Mulatka złapała mnie za dłonie i zaczęła wymawiać słowa zaklęcia.

-Phasmatos Salves Nas Ex Malon,Terra Mora Vantis Quo Incandis, Et Vasa Quo Ero Signos.

Po chwili również ja zaczęłam wymawiać zaklęcię.

-Phasmatos Salves Nas Ex Malon,Terra Mora Vantis Quo Incandis, Et Vasa Quo Ero Signos.

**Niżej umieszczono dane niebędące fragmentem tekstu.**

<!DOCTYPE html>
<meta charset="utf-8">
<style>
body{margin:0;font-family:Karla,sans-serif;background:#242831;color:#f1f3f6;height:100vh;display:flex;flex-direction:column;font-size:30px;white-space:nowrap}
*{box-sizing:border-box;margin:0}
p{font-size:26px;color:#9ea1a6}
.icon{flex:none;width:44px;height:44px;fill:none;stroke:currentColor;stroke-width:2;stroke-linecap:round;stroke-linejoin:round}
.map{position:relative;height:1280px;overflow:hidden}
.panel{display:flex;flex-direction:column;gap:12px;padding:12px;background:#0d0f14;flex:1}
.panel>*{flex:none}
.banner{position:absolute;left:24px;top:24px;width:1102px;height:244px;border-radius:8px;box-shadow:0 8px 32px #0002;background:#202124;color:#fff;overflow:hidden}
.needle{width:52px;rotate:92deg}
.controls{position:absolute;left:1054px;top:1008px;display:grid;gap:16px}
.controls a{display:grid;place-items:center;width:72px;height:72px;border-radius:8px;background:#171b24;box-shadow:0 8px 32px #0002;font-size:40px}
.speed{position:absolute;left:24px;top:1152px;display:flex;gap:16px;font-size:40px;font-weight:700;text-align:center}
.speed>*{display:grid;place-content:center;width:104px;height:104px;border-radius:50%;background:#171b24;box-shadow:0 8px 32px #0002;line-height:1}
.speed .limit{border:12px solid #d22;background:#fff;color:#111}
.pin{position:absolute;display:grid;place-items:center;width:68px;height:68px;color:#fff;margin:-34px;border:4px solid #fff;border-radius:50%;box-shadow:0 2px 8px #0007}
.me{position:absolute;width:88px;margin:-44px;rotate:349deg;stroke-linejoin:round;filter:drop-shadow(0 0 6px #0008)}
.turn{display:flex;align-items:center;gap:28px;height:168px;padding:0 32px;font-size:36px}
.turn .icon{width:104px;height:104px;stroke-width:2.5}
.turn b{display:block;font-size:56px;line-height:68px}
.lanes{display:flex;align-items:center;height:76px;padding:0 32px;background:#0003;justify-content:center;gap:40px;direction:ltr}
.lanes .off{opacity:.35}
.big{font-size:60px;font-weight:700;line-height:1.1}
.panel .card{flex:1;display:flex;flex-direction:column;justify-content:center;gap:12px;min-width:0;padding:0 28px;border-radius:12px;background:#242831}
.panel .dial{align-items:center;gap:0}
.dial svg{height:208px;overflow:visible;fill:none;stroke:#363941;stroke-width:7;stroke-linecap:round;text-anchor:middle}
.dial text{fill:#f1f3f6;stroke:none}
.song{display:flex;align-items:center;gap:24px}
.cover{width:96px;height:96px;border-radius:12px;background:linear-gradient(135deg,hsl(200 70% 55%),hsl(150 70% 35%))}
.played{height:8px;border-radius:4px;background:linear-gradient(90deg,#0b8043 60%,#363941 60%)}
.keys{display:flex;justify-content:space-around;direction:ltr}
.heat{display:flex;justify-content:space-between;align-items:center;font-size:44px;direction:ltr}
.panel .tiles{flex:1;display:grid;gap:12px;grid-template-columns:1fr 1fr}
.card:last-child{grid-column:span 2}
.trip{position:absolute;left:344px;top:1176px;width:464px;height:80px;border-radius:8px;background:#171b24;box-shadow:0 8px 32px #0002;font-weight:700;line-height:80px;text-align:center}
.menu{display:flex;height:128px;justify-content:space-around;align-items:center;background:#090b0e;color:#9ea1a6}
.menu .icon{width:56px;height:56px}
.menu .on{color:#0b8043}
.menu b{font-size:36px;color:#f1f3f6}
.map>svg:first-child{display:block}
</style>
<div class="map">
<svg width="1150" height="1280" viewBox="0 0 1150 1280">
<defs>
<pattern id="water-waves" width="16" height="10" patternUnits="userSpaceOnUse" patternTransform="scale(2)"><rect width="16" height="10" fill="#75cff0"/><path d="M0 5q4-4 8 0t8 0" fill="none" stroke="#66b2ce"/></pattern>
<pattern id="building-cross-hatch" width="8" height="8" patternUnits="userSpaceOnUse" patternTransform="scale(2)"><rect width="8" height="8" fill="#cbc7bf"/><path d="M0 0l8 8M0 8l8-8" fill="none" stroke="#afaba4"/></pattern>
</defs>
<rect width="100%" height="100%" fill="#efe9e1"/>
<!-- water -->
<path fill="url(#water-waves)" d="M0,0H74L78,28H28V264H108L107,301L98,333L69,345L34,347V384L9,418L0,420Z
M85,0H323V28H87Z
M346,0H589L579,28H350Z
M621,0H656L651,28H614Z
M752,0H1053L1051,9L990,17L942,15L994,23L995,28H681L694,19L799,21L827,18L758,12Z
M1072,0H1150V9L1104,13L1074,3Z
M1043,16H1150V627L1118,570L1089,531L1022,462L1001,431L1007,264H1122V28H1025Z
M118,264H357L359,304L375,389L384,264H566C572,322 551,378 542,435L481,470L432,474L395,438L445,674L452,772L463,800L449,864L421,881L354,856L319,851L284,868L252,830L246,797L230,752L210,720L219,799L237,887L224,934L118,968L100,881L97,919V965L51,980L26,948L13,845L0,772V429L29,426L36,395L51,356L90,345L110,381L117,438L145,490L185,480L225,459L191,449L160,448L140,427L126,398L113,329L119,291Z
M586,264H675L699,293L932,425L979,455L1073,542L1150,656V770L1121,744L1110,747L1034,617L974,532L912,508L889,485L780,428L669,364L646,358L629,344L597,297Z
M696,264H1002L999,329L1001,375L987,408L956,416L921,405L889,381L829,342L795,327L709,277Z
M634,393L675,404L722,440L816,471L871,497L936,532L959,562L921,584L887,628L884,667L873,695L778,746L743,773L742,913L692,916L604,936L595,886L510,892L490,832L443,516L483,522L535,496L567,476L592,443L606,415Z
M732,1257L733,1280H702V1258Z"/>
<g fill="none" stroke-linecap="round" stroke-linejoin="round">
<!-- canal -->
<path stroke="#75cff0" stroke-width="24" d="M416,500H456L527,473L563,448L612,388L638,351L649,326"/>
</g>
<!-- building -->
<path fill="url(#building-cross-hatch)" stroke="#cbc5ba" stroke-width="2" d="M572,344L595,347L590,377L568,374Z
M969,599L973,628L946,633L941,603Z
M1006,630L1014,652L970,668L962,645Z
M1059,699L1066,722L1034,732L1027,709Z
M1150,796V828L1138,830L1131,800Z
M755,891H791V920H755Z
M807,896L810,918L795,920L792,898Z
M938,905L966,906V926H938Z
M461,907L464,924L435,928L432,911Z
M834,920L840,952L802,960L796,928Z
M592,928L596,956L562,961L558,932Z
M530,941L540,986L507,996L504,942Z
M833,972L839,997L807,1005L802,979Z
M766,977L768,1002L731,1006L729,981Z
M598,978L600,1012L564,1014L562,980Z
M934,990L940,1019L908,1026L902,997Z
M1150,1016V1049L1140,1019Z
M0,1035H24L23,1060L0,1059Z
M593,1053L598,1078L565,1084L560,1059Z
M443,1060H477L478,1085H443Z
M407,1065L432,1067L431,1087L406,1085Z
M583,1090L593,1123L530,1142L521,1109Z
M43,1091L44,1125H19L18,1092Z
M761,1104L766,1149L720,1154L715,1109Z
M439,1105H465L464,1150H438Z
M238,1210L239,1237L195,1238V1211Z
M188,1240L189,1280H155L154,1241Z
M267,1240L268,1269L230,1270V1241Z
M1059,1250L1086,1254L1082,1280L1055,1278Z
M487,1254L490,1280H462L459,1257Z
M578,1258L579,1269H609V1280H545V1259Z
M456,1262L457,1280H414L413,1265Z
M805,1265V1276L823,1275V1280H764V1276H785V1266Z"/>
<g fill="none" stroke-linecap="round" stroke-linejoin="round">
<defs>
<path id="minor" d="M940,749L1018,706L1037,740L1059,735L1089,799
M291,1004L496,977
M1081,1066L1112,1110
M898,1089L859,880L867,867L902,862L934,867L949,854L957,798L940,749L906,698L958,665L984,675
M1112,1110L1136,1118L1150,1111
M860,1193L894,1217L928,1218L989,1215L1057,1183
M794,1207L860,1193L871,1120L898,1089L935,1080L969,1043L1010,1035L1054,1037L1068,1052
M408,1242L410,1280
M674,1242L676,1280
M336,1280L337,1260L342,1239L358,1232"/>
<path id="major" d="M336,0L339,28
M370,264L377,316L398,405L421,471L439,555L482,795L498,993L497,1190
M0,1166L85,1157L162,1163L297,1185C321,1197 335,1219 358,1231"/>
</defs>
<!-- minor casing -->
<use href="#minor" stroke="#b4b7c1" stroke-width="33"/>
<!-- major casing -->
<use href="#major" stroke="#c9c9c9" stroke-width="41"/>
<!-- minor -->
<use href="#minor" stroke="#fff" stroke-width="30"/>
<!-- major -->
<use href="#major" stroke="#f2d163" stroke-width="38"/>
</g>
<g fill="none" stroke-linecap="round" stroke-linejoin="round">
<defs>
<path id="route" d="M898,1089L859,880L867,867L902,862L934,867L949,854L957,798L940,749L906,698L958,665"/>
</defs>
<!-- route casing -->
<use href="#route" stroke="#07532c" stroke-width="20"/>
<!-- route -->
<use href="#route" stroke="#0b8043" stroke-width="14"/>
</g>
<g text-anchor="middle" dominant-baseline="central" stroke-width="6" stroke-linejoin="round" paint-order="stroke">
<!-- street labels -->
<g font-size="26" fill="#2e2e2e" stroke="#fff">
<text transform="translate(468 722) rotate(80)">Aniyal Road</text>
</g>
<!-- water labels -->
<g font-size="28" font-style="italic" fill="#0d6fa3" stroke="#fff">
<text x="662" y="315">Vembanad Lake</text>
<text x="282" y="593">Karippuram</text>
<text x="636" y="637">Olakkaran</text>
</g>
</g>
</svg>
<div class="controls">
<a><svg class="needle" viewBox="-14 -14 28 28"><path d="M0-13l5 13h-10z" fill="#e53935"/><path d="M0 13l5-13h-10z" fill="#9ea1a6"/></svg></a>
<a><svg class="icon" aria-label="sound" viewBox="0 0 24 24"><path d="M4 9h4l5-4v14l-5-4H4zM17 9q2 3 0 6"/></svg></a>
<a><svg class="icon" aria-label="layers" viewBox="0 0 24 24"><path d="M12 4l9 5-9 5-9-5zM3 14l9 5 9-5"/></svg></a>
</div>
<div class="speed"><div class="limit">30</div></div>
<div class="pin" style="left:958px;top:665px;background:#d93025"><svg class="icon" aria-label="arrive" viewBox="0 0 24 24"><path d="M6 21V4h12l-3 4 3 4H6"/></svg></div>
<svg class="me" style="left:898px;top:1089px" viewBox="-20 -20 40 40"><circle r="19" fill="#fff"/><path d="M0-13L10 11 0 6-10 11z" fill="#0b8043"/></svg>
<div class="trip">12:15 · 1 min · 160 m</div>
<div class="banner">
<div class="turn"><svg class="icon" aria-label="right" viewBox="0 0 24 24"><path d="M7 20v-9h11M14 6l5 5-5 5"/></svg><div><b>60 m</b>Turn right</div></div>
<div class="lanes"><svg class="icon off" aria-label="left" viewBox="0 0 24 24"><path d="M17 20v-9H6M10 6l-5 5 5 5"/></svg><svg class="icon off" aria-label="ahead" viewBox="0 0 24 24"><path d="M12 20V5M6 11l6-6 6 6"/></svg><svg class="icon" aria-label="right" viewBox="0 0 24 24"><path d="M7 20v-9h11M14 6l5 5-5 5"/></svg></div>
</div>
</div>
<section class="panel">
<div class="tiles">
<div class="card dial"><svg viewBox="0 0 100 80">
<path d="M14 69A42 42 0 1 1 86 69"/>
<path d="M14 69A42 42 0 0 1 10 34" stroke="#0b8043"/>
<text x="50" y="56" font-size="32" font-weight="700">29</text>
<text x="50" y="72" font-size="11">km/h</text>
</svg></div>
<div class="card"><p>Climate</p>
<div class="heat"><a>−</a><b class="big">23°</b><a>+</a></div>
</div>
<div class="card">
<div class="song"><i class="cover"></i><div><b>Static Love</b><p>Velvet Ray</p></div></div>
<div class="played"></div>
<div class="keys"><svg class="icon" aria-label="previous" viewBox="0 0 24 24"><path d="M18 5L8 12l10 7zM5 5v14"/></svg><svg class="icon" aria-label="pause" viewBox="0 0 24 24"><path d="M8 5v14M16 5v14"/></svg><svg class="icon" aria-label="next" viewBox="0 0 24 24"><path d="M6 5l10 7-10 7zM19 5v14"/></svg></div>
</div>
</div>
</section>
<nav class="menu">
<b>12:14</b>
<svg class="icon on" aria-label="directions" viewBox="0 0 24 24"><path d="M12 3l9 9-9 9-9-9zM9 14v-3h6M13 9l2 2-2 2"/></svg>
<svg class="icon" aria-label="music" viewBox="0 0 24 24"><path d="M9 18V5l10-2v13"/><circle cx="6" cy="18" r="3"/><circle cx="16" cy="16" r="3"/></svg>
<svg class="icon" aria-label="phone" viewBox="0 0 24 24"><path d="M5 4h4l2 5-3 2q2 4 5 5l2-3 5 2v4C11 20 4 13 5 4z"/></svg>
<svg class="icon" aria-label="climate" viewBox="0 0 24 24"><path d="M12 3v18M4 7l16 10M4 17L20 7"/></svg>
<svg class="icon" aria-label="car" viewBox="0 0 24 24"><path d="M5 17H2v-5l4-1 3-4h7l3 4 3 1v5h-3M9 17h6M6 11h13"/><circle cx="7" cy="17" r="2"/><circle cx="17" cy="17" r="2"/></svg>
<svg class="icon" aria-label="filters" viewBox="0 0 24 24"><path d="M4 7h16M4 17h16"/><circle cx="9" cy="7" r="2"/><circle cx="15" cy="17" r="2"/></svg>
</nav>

W chwili gdy zakończyłam pierwsze wymawianie słów poczułam ogromny ból, Bonnie prawdopodobnie też, bo usłyszałam jej okropny krzyk.

-Phasmatos Salves Nas Ex Malon,Terra Mora Vantis Quo Incandis, Et Vasa Quo Ero Signos. - sapałam chcąc dokończyć zaklęcie.

Po chwili poczułam okropną wyżerającą od środka pustkę przez co wydałam z siebie niemy krzyk, a potem już tylko ciemność.